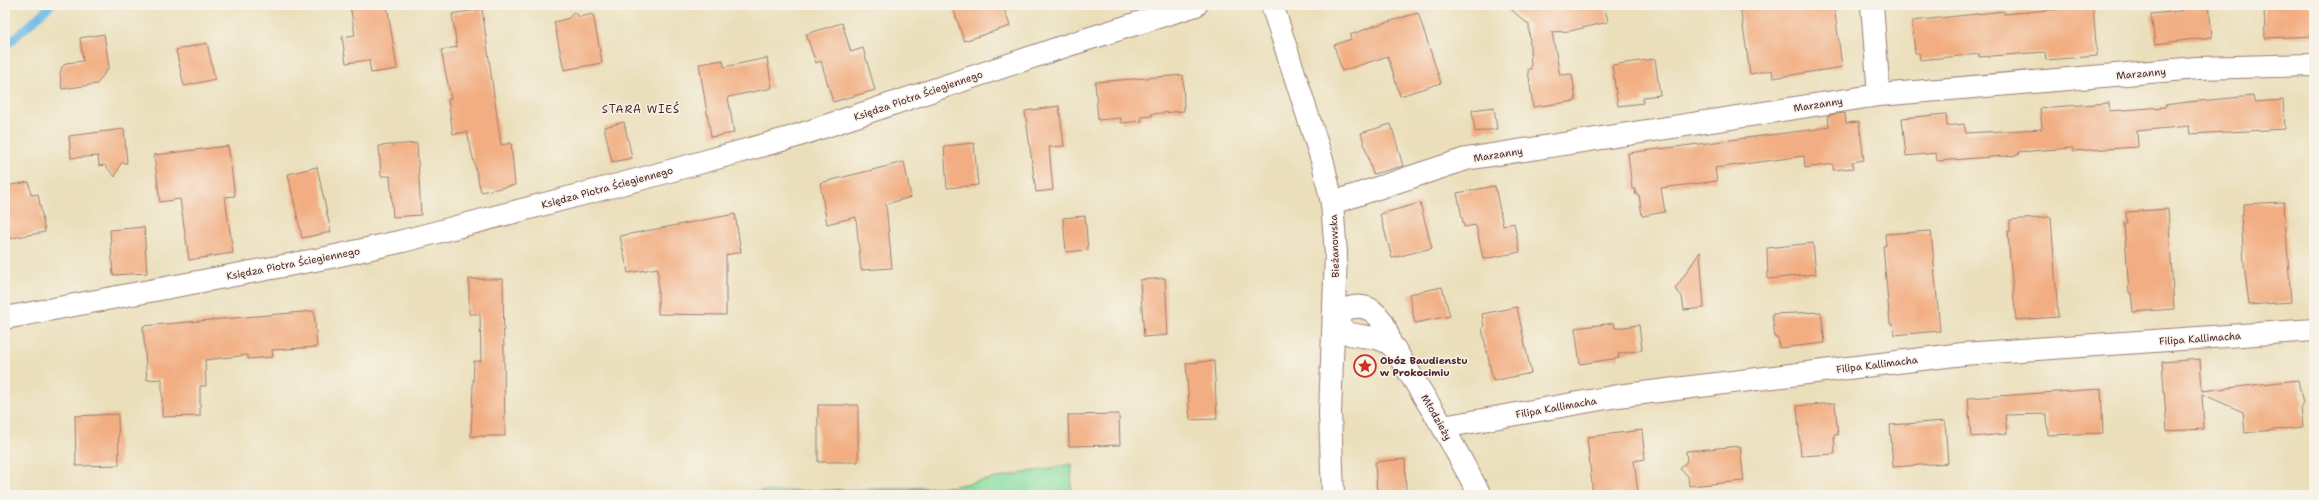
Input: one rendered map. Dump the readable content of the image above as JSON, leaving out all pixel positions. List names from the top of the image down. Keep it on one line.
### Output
{"streets":{"street":["Marzanny","Księdza Piotra Ściegiennego","Bieżanowska","Filipa Kallimacha","Młodzieży"]},"crossings":[["Marzanny","Bieżanowska"],["Bieżanowska","Młodzieży"],["Filipa Kallimacha","Młodzieży"]],"districts":["STARA WIEŚ"],"places":{"place":["Obóz Baudienstu w Prokocimiu"]}}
==============================
■ **Your objective**
Give the listing again exactly, but omit each image.

■ **Final answer**
Input: one rendered map. Dump the readable content of the image above as JSON, leaving out all pixel positions. List names from the top of the image down. Keep it on one line.
### Output
{"streets":{"street":["Marzanny","Księdza Piotra Ściegiennego","Bieżanowska","Filipa Kallimacha","Młodzieży"]},"crossings":[["Marzanny","Bieżanowska"],["Bieżanowska","Młodzieży"],["Filipa Kallimacha","Młodzieży"]],"districts":["STARA WIEŚ"],"places":{"place":["Obóz Baudienstu w Prokocimiu"]}}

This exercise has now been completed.